◆ **Problem**
In the listing below, count every line that contains "tools". Give nothing but the number.

◆ **The data**
□ □ □

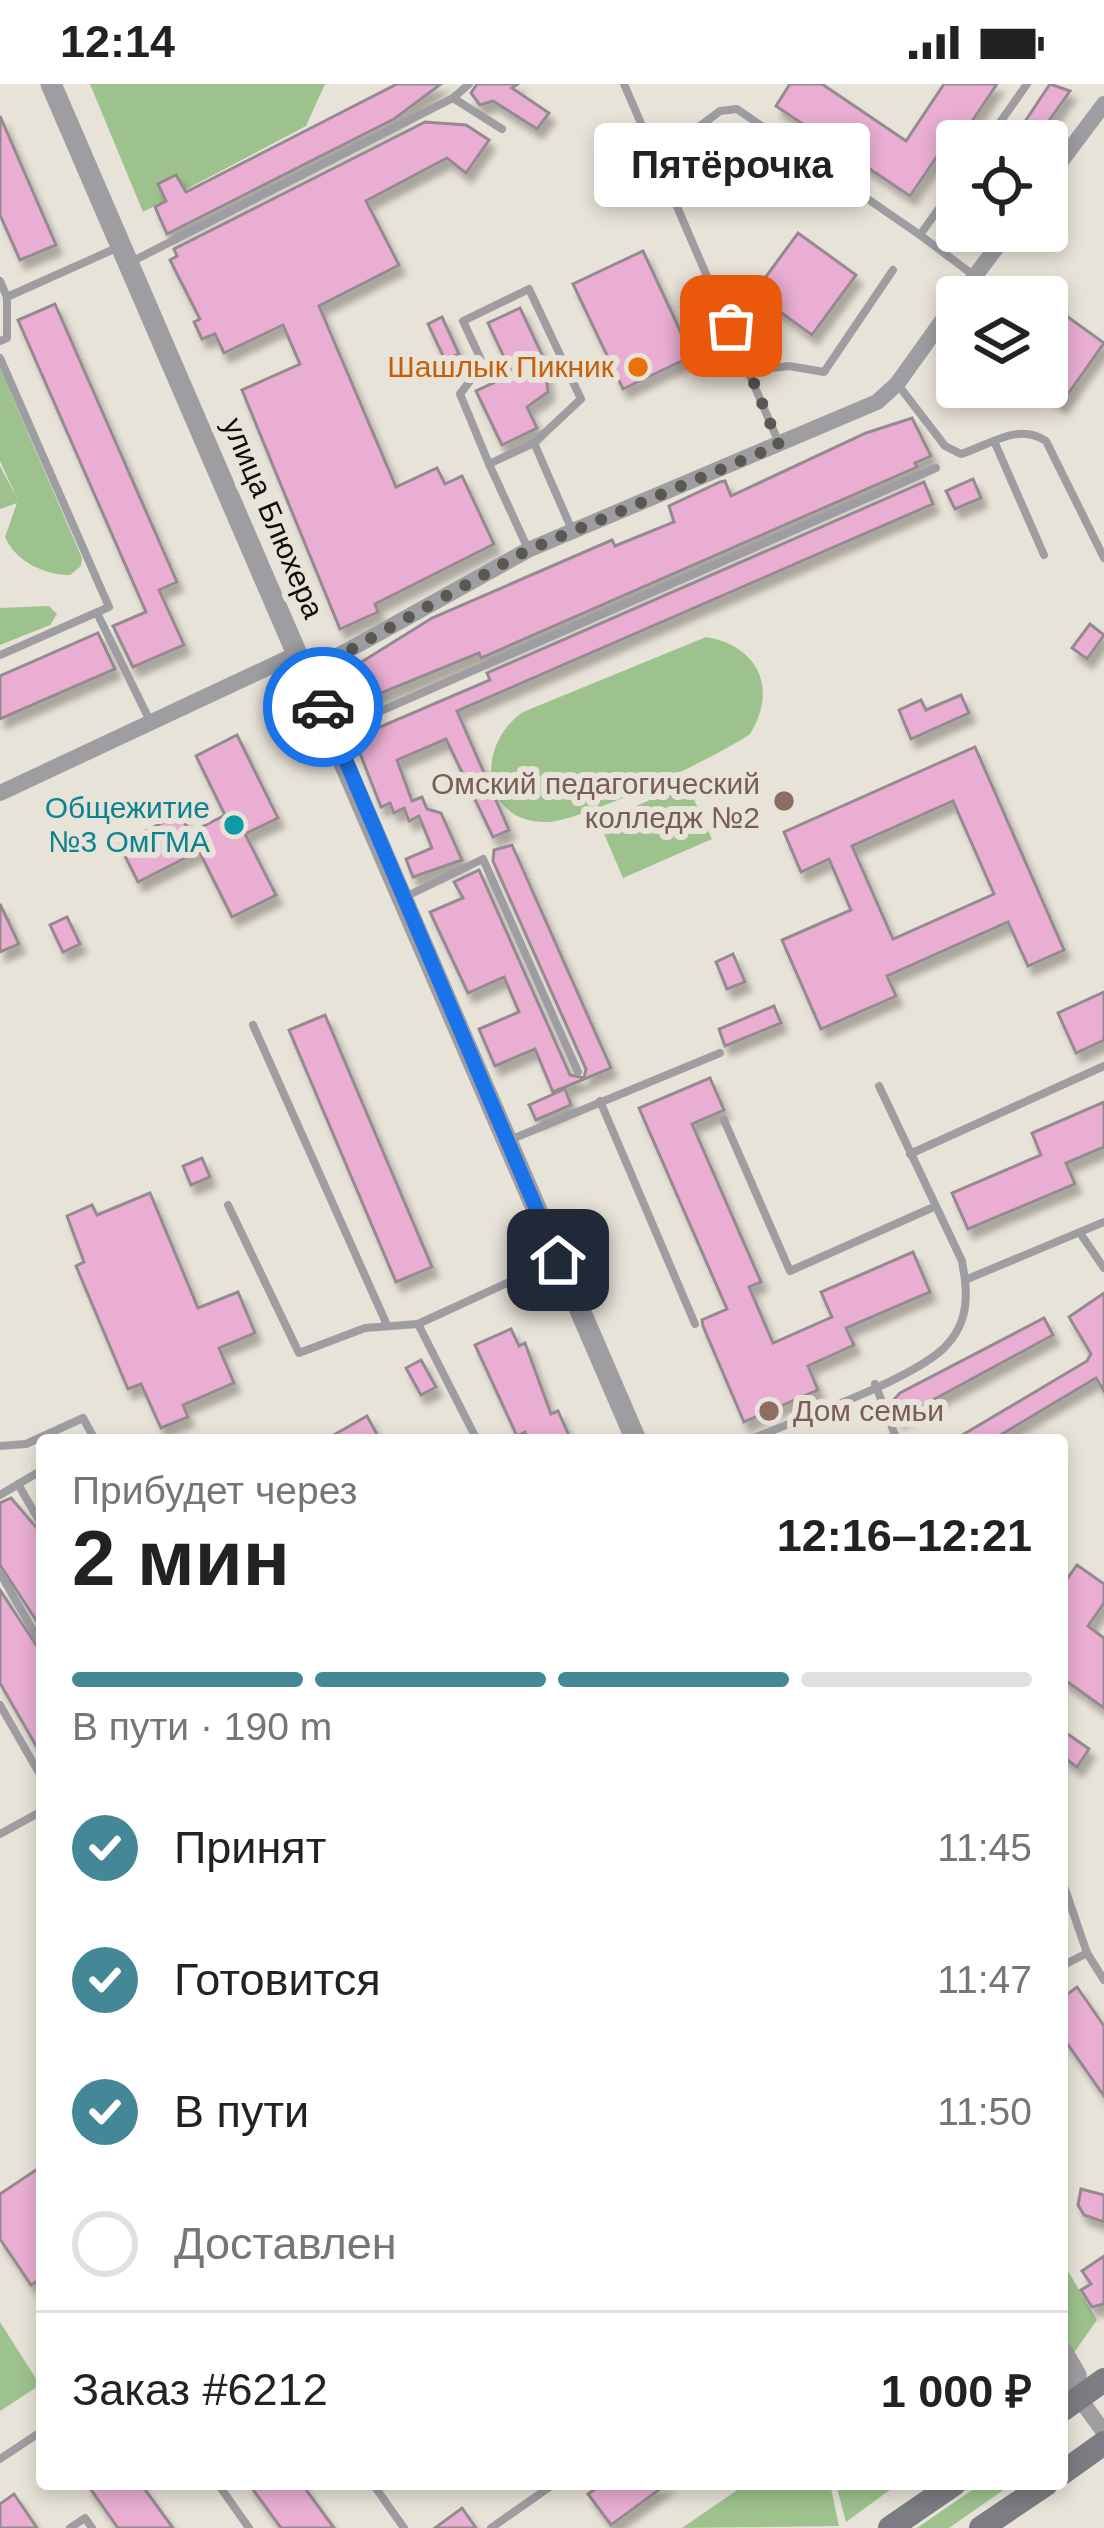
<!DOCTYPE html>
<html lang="ru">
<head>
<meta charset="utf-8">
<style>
  :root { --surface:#fff; --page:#f6f6f6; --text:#222; --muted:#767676; --line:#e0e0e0; --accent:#448797 }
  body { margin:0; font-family:Arial,sans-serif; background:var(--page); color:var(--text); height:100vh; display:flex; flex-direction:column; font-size:45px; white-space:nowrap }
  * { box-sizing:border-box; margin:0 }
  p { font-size:39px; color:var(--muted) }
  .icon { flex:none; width:66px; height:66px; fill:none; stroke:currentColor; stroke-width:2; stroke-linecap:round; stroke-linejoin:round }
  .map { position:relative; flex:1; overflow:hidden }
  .panel { position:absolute; left:36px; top:1350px; width:1032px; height:1056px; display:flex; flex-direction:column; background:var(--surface); border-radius:12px; box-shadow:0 6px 18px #0003 }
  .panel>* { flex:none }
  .tools { position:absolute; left:936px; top:36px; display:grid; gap:24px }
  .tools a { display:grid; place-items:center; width:132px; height:132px; border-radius:12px; background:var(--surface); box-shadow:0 6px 18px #0003; font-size:60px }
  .pin { position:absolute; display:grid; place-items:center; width:102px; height:102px; color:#fff; margin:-51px; border-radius:24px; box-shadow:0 6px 18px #0006 }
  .courier { position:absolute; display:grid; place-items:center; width:120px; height:120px; margin:-60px; border:9px solid #1a73e8; border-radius:50%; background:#fff; color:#222; box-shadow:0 3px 15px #0007 }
  .bubble { position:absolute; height:84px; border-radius:12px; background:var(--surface); box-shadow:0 6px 18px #0003; font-size:39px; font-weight:700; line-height:84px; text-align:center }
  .overview em { font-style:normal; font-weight:700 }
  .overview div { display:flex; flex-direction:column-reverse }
  .overview { display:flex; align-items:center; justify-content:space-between; height:204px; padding:0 36px }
  h1 { font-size:78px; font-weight:700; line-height:90px }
  .bar { display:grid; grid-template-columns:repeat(4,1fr); gap:18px 12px; align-content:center; height:144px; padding:0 36px }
  .bar i { height:15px; border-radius:9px; background:var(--line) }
  .bar .active { background:var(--accent) }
  .bar p { grid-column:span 4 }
  .line { display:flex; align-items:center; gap:30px; padding:0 36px; border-top:3px solid var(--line) }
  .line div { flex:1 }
  ol { padding:0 36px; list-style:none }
  li { display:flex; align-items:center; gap:36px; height:132px }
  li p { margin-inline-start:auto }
  li .icon { padding:12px; border-radius:50%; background:var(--accent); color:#fff; stroke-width:4 }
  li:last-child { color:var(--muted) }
  li i { width:66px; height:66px; border:6px solid var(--line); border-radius:50% }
  .status { display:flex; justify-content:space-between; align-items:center; height:84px; padding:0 60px; background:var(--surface); direction:ltr }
  .status svg { height:33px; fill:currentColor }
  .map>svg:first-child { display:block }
  .green { fill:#9dc28e }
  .building { fill:#e9aed2; stroke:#958a90; stroke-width:3; fill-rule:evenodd; filter:url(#shadow) }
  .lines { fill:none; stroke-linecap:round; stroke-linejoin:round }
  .service { stroke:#9e9ea2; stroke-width:8 }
  .minor { stroke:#9e9ea2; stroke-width:16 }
  .tertiary { stroke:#9e9ea2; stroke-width:21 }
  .secondary { stroke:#7c7c83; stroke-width:24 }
  .done { stroke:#5b5852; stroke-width:12; stroke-dasharray:0 21.6 }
  .route { stroke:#1a73e8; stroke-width:15 }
  .food-dot { fill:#e8710a; stroke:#e8e3d8; stroke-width:4.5 }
  .education-dot { fill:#8d6e63; stroke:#e8e3d8; stroke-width:4.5 }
  .culture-dot { fill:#0f9aa8; stroke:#e8e3d8; stroke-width:4.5 }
  .labels { text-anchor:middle; stroke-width:12; stroke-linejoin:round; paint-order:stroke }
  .food-label { font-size:30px; fill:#c56008; stroke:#e8e3d8; text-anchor:end }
  .street-label { font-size:30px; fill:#0f0d0a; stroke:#e8e3d8 }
  .education-label { font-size:30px; fill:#785e54; stroke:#e8e3d8; text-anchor:end }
  .culture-label { font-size:30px; fill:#0d838f; stroke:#e8e3d8; text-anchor:end }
</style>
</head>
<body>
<div class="status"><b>12:14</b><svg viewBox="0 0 49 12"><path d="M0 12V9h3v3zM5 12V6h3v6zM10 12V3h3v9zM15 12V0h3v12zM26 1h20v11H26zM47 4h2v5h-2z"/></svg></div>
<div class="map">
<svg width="1104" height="2444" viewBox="0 0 1104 2444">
  <defs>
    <filter id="shadow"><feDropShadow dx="5.5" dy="9" stdDeviation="3" flood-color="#0004"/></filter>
  </defs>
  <rect width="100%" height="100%" fill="#e8e3d8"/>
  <!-- green -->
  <g class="green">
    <path d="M90,0h235l-19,42 -163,86z"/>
    <path d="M0,284l82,190 -1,8 -11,9c-25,0 -54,-13 -65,-38l12,-34 -17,6v-43l17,32 -17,-37z"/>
    <path d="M49,522l8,8 -7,11 -50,20v-37z"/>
    <path d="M706,553c53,9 72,52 44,97 -31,22 -169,88 -203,88 -67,1 -72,-77 -24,-110z"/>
    <path d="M687,700l25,55 -89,39 -24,-56z"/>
    <path d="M1062,2177l35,59 -24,34 -11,-24z"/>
    <path d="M0,2238l40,63 -40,26z"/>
    <path d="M746,2400h84l9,42 -157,2z"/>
    <path d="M836,2400h62l-52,38z"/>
    <path d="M981,2400h31l-63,44h-32z"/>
  </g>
  <!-- building -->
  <g class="building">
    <path d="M397,0h44l-47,35 -227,115 -12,-27 11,-6 -8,-17 18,-9 10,17z"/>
    <path d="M477,0h41l-6,4 37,25 -12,16 -44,-28 -13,4 -9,-12z"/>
    <path d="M790,0h32l84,57 38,-57h53l-47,70 -8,-5 -32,47 -134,-90z"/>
    <path d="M1050,0l20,7 -32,45 -16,-10z"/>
    <path d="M0,32l56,129 -36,15 -20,-45z"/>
    <path d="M425,38l41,3 23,15 -23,33 -19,-15 -81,43 33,64 -80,41 77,181 41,-19 8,16 17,-8 32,68 -119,60 3,8 -38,17 -98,-239 58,-26 -17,-39 -59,28 -9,-19 -13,5 -8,-17 6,-3 -30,-59 7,-4 -3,-7z"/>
    <path d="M798,149l58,42 -44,60 -58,-42z"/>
    <path d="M643,167l49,105 -69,33 -50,-105z"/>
    <path d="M1047,218l57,41 -43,61 -14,-10z"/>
    <path d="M55,220l122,278 -18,8 25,55 -51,22 -20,-41 33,-14 -128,-292z"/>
    <path d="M520,224l24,51 4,33 -21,15 10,21 -35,17 -26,-54 36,-17 -24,-51z"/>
    <path d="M442,233l17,37 -14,6 -17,-36z"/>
    <path d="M912,334l19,38 -16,7 2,4 -436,191 -2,-5 -110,45 -14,-32 77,-48 180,-78 3,6 59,-24 -5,-16 51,-24 5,-1 6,15 135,-63z"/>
    <path d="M973,395l8,19 -26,11 -9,-18z"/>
    <path d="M924,398l9,22 -476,207 52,119 -16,7 -47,-98 -49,21 15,41 10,-4 5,12 14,4 21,47 -49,17 -7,-18 26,-11 -13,-32 -10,5 -5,-13 -10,5 -4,-10 -9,4 -27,-69 136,-58 -3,-7z"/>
    <path d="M1090,540l14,11 -17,24 -15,-11z"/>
    <path d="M98,549l17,36 -115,50v-43z"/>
    <path d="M961,611l8,18 -58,26 -12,-29 22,-10 5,10z"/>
    <path d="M237,651l41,83 -33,16 31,61 -44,22 -33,-66 -61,31 -19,-38 61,-30 10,19 35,-18 -29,-59z"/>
    <path d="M975,663l89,203 -36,16 -20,-44 -121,54 9,20 -75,33 -39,-89 69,-30 -22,-51 -28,13 -17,-40zM953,717l41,93 -101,45 -41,-93z"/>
    <path d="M512,761l99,223 -58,24 -18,-43 -40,17 -16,-37 40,-17 -15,-35 -36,16 -38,-81 33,-14 -9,-16 25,-12 91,205 14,3 2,-9 -93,-208 1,-11z"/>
    <path d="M0,820l19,40 -19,8z"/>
    <path d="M67,833l13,27 -17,8 -13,-27z"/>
    <path d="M733,870l12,28 -18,7 -11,-27z"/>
    <path d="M1104,908v48l-28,13 -18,-40z"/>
    <path d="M774,922l7,17 -56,23 -6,-17z"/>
    <path d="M325,931l107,252 -36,15 -107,-252z"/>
    <path d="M710,994l14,32 -32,14 69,158 -12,5 24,56 59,-26 -11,-25 92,-40 17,40 -84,36 8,17 -46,21 10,24 -74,32 -41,-96 -1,-6 25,-11 -88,-201z"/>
    <path d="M565,1005l6,16 -35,15 -7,-15z"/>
    <path d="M1104,1018v45l-38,16 9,21 -107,45 -16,-36 89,-38 -9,-22z"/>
    <path d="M202,1074l8,19 -19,8 -8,-19z"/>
    <path d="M150,1109l48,115 40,-16 17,41 -36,15 15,35 -51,22 5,12 -27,11 -20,-44 -13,5 -52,-123 8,-4 -17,-46 25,-11 5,10z"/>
    <path d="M1104,1209v98l-8,-13 -104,62h-38l133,-79 4,-7 -22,-37z"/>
    <path d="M1044,1234l9,17 -155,84 -7,-16 9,-10z"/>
    <path d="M511,1245l8,17 6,-3 26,71 7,-3 13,29h-43l-3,-8 -8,4 -42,-91z"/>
    <path d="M421,1276l15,27 -15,8 -15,-27z"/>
    <path d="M367,1332l13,24h-55z"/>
    <path d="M11,1414l31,36v95l-42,-64v-62z"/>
    <path d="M1077,1481l27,19v19l-16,23 16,12v70l-42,-30v-92z"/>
    <path d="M0,1506l42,64v102l-42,-73z"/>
    <path d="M1062,1646l27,19 -12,18 -15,-11z"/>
    <path d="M1077,1903l27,39v70l-42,-60v-38z"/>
    <path d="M42,2082v112l-11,7 -31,-46v-45z"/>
    <path d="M1081,2105l23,6v27l-20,-7 -6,-10z"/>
    <path d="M1104,2172v48l-12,3 -11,-17 10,-6 -9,-13z"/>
    <path d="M87,2400h54l32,44h-55z"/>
    <path d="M249,2400h53l32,44h-53z"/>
    <path d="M602,2400h65l-56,41 -23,-31z"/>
    <path d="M14,2410l23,34h-37v-24z"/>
    <path d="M462,2424l14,20h-41z"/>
  </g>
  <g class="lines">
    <!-- service -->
    <g class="service">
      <path d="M624,0l155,359"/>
      <path d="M453,14l49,31"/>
      <path d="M987,57l40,-57"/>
      <path d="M656,75l64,-48 17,-2 183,126 37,-52"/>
      <path d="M920,151l52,39"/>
      <path d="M131,178l322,-164 16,-14"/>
      <path d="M0,197l7,16v41l-7,3"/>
      <path d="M7,213l114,-51"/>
      <path d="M0,274l109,249 -109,48"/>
      <path d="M748,287l41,-5 35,6 69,-102"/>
      <path d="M899,302l46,60 16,8c29,-9 57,-32 85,-13l58,117"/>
      <path d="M994,357l50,114"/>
      <path d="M489,380l-29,-70 23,-30 -20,-43 66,-32 52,110 -47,44"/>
      <path d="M528,465l-39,-85 45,-21 38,87"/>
      <path d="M97,529l54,110"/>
      <path d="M335,647l601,-263"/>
      <path d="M403,814l80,-39 95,213"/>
      <path d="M253,941l134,300"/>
      <path d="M879,1002l83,175 3,19"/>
      <path d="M600,1017l95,223"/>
      <path d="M724,1036l66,151 146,-65"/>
      <path d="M512,1055l208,-86"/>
      <path d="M910,1070l194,-88"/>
      <path d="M228,1121l71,148 66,-25 53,-4 139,-64"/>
      <path d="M1080,1149l24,35"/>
      <path d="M418,1240l59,116"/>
      <path d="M875,1300l22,56"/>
      <path d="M749,1356c49,-21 159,-58 195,-92 20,-20 24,-42 21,-68l139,-58"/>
      <path d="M0,1362l26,-2 57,-26 12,22"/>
      <path d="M18,1400l24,42"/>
      <path d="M0,1411l42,-25"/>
      <path d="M0,1489l42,73"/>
      <path d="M0,1621l42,73"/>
      <path d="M0,1750l42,-23"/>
      <path d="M1062,1796l25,73"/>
      <path d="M1062,1882l25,-13 17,27"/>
      <path d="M0,2375l42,-28"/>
      <path d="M218,2400l31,44"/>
      <path d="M373,2400l31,44"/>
      <path d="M70,2444l15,-10 7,10"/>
      <path d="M491,2444l63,-44"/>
    </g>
    <!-- minor -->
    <g class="minor">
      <path d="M1047,96l57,-76"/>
      <path d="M959,213l50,-66"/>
      <path d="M309,588l219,-122 349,-148 20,-18 60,-84"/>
      <path d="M0,709l299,-140"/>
      <path d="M1079,2314l25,34"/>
    </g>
    <!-- tertiary -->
    <g class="tertiary">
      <path d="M51,0l585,1356"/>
      <path d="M1062,2267l14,24 3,23"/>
    </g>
    <!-- secondary -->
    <g class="secondary">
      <path d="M1062,2326l42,-30"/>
      <path d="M1062,2389l42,-30"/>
      <path d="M890,2444l64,-44"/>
      <path d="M981,2444l65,-44"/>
    </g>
  </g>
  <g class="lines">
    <!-- done -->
    <path class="done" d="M323,623l-14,-34 219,-123 251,-105 -48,-119"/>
    <!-- route -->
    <path class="route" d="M323,623l235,553"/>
  </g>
  <!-- markers -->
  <circle class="food-dot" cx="638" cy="283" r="12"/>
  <g class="education-dot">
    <circle cx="784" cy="717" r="12"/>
    <circle cx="769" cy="1327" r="12"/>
  </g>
  <circle class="culture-dot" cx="234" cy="741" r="12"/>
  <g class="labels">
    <!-- food labels -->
    <g class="food-label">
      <text x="614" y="293">Шашлык Пикник</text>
    </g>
    <!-- street labels -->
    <g class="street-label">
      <text transform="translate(273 434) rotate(67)" y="10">улица Блюхера</text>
    </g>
    <!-- education labels -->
    <g class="education-label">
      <text x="760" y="710">Омский педагогический<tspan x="760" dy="34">колледж №2</tspan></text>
      <text x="793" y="1337" text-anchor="start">Дом семьи</text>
    </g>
    <!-- culture labels -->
    <g class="culture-label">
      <text x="210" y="734">Общежитие<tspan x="210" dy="34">№3 ОмГМА</tspan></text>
    </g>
  </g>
</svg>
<div class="tools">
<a><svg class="icon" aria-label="locate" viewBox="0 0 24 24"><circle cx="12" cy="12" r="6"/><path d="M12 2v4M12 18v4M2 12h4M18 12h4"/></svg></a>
<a><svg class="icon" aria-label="layers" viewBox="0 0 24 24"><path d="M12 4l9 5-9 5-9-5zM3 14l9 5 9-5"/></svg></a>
</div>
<div class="pin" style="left:731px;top:242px;background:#ea580c"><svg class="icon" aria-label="bag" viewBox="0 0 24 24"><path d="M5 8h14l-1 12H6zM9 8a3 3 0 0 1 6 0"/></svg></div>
<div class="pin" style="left:558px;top:1176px;background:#1f2937"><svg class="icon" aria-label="home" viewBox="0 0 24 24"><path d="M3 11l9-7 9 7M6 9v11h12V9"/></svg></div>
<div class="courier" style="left:323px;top:623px"><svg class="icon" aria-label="car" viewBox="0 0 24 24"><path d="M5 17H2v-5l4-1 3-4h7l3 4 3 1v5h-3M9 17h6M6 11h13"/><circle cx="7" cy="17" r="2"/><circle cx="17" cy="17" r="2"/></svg></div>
<div class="bubble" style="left:594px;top:39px;width:276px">Пятёрочка</div>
<section class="panel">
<div class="overview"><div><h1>2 мин</h1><p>Прибудет через</p></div><em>12:16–12:21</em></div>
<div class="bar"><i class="active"></i><i class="active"></i><i class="active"></i><i></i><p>В пути · 190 m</p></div>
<ol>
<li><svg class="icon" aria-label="check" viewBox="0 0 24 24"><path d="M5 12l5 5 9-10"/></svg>Принят<p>11:45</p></li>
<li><svg class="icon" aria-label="check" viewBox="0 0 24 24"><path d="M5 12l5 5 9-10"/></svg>Готовится<p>11:47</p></li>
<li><svg class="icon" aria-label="check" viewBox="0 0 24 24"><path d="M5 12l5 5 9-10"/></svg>В пути<p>11:50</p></li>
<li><i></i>Доставлен</li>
</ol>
<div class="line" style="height:156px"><div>Заказ #6212</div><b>1 000 ₽</b></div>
</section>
</div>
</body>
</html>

□ □ □

◆ **Reply to the exercise**
3